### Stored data
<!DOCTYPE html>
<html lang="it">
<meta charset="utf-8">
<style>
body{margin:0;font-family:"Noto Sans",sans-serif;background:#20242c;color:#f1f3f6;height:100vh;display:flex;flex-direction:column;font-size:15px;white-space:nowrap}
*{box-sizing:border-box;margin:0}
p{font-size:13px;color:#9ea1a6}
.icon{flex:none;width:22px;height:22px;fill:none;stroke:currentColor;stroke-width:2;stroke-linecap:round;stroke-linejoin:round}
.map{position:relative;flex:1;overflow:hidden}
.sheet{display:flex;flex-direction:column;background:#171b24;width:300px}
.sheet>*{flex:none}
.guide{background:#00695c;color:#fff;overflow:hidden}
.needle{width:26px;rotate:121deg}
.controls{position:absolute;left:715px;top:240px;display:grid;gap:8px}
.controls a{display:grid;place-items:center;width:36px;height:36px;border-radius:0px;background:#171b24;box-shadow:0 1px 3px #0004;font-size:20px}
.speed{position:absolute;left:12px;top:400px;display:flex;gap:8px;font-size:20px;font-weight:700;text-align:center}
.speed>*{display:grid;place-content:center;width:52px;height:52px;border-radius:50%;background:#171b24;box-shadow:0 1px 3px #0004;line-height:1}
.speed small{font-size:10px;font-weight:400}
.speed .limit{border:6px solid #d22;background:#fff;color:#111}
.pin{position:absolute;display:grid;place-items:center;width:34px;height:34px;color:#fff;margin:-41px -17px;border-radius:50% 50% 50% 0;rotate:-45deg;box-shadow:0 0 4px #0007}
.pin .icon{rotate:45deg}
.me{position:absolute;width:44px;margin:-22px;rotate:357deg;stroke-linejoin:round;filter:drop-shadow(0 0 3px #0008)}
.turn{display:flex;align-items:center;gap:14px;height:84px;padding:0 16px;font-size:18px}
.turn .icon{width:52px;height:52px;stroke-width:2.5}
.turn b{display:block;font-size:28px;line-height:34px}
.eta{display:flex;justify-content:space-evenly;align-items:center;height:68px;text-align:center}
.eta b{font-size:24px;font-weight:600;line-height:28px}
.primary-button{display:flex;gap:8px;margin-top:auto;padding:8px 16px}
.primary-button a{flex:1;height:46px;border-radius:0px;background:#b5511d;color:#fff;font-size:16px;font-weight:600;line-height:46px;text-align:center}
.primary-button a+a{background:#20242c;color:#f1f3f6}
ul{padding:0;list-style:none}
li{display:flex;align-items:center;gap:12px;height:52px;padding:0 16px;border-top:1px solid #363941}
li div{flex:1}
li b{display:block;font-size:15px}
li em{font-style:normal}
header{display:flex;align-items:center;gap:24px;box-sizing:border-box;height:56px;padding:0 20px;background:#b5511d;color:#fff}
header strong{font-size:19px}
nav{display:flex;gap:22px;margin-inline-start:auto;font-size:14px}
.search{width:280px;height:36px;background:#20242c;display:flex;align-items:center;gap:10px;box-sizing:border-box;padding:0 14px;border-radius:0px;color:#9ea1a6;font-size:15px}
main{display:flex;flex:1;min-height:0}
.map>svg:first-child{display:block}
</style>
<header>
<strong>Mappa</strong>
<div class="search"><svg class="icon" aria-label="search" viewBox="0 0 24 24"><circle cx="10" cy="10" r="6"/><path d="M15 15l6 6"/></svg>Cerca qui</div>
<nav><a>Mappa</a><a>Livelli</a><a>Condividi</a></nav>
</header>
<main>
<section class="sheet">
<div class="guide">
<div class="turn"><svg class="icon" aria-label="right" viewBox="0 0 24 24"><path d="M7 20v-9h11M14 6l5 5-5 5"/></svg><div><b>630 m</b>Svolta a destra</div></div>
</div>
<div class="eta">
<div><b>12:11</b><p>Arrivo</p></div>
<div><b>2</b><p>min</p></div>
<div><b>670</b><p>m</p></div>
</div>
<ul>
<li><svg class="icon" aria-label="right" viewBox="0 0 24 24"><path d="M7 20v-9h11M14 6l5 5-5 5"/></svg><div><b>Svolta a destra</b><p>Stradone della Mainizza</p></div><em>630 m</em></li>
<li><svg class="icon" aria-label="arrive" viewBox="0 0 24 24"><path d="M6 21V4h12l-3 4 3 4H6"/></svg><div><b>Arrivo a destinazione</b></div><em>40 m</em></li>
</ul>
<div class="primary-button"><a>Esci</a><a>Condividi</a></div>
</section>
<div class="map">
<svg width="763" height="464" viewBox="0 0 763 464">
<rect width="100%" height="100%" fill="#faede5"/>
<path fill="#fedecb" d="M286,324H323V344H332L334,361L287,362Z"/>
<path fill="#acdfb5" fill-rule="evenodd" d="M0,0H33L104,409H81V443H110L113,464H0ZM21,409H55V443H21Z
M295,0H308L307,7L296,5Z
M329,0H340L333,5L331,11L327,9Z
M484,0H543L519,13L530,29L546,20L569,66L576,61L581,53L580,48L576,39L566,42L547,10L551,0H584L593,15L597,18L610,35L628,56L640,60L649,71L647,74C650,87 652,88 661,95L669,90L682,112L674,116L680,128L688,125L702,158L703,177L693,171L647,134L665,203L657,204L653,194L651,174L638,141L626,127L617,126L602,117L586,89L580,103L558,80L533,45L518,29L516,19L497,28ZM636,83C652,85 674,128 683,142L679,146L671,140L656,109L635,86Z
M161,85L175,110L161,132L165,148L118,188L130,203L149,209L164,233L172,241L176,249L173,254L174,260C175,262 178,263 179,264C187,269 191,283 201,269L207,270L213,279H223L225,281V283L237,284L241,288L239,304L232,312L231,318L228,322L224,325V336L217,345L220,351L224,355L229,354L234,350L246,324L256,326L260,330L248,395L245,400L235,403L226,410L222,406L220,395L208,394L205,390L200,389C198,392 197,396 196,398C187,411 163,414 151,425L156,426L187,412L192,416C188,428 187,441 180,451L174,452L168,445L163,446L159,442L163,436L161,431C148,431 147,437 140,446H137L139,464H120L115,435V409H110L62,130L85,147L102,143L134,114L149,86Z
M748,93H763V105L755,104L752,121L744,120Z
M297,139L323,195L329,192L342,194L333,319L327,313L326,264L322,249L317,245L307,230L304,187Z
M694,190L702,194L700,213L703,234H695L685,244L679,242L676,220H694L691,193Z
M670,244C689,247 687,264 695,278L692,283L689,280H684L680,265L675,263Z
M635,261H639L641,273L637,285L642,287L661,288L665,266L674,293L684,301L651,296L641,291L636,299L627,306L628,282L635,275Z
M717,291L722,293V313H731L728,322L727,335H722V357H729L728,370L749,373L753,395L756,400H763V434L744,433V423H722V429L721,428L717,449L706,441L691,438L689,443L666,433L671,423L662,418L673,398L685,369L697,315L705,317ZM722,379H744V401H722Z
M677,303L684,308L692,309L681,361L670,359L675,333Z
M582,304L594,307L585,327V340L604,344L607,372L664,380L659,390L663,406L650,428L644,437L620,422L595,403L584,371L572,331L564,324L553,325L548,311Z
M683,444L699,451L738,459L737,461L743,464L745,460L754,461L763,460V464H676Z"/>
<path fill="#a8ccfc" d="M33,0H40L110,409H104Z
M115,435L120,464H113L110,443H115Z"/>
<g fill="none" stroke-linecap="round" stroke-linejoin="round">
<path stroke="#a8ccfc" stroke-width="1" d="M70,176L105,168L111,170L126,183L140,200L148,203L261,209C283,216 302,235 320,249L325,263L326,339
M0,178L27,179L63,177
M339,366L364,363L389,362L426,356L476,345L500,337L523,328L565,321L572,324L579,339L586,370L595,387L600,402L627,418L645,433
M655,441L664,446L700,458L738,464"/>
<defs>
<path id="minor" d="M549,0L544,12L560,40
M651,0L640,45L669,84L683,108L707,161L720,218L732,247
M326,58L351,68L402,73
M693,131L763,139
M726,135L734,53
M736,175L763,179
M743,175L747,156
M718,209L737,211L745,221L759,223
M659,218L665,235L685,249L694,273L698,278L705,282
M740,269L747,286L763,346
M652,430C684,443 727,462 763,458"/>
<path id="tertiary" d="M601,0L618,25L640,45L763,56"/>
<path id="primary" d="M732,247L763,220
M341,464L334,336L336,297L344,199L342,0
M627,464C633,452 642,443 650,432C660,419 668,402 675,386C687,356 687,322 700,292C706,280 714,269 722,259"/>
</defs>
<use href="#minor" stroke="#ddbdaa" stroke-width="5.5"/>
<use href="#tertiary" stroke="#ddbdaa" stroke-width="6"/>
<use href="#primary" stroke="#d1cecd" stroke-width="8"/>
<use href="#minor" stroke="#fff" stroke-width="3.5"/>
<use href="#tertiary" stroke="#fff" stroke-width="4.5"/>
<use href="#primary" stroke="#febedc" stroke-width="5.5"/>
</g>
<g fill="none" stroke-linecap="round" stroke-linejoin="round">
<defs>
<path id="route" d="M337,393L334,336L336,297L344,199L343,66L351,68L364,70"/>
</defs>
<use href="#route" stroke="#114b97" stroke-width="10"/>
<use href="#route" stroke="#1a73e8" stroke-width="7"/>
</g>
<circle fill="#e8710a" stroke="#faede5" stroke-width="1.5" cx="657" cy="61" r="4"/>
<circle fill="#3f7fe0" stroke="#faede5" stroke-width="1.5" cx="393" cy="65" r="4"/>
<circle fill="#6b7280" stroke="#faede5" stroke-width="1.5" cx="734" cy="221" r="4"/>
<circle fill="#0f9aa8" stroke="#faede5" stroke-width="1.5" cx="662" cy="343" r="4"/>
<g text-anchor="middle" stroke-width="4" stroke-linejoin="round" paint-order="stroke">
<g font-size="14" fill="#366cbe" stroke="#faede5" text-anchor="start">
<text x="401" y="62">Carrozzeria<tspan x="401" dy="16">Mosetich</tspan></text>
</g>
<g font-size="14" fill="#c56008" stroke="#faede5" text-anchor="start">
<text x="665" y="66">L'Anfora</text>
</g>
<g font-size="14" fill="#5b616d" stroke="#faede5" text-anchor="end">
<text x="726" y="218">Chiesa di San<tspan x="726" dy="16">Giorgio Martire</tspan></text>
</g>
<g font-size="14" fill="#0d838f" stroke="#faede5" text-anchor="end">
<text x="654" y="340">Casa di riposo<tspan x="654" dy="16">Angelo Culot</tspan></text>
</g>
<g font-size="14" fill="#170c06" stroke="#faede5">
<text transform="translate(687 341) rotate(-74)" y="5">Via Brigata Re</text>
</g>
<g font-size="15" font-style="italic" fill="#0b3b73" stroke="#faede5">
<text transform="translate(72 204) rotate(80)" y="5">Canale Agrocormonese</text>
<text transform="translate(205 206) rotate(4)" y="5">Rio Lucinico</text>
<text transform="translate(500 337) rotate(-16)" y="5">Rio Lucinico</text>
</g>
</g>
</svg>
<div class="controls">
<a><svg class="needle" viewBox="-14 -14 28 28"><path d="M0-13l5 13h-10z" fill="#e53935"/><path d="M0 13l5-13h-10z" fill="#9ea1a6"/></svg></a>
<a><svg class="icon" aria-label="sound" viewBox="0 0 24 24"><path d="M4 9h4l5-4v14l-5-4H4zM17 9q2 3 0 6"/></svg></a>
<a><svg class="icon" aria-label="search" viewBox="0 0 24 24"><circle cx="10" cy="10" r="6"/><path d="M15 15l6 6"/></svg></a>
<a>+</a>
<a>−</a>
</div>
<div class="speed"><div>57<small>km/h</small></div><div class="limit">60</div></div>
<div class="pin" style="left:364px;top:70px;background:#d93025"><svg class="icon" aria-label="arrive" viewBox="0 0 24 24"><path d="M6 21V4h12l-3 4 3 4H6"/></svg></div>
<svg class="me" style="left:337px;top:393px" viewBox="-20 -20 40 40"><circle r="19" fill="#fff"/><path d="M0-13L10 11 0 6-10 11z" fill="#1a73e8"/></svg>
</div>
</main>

### INSTRUCTIONS FOR THE TASK
Locate the word "turn" in the data above. Copy every line carrying it.

### ANSWER SPACE
.turn{display:flex;align-items:center;gap:14px;height:84px;padding:0 16px;font-size:18px}
.turn .icon{width:52px;height:52px;stroke-width:2.5}
.turn b{display:block;font-size:28px;line-height:34px}
<div class="turn"><svg class="icon" aria-label="right" viewBox="0 0 24 24"><path d="M7 20v-9h11M14 6l5 5-5 5"/></svg><div><b>630 m</b>Svolta a destra</div></div>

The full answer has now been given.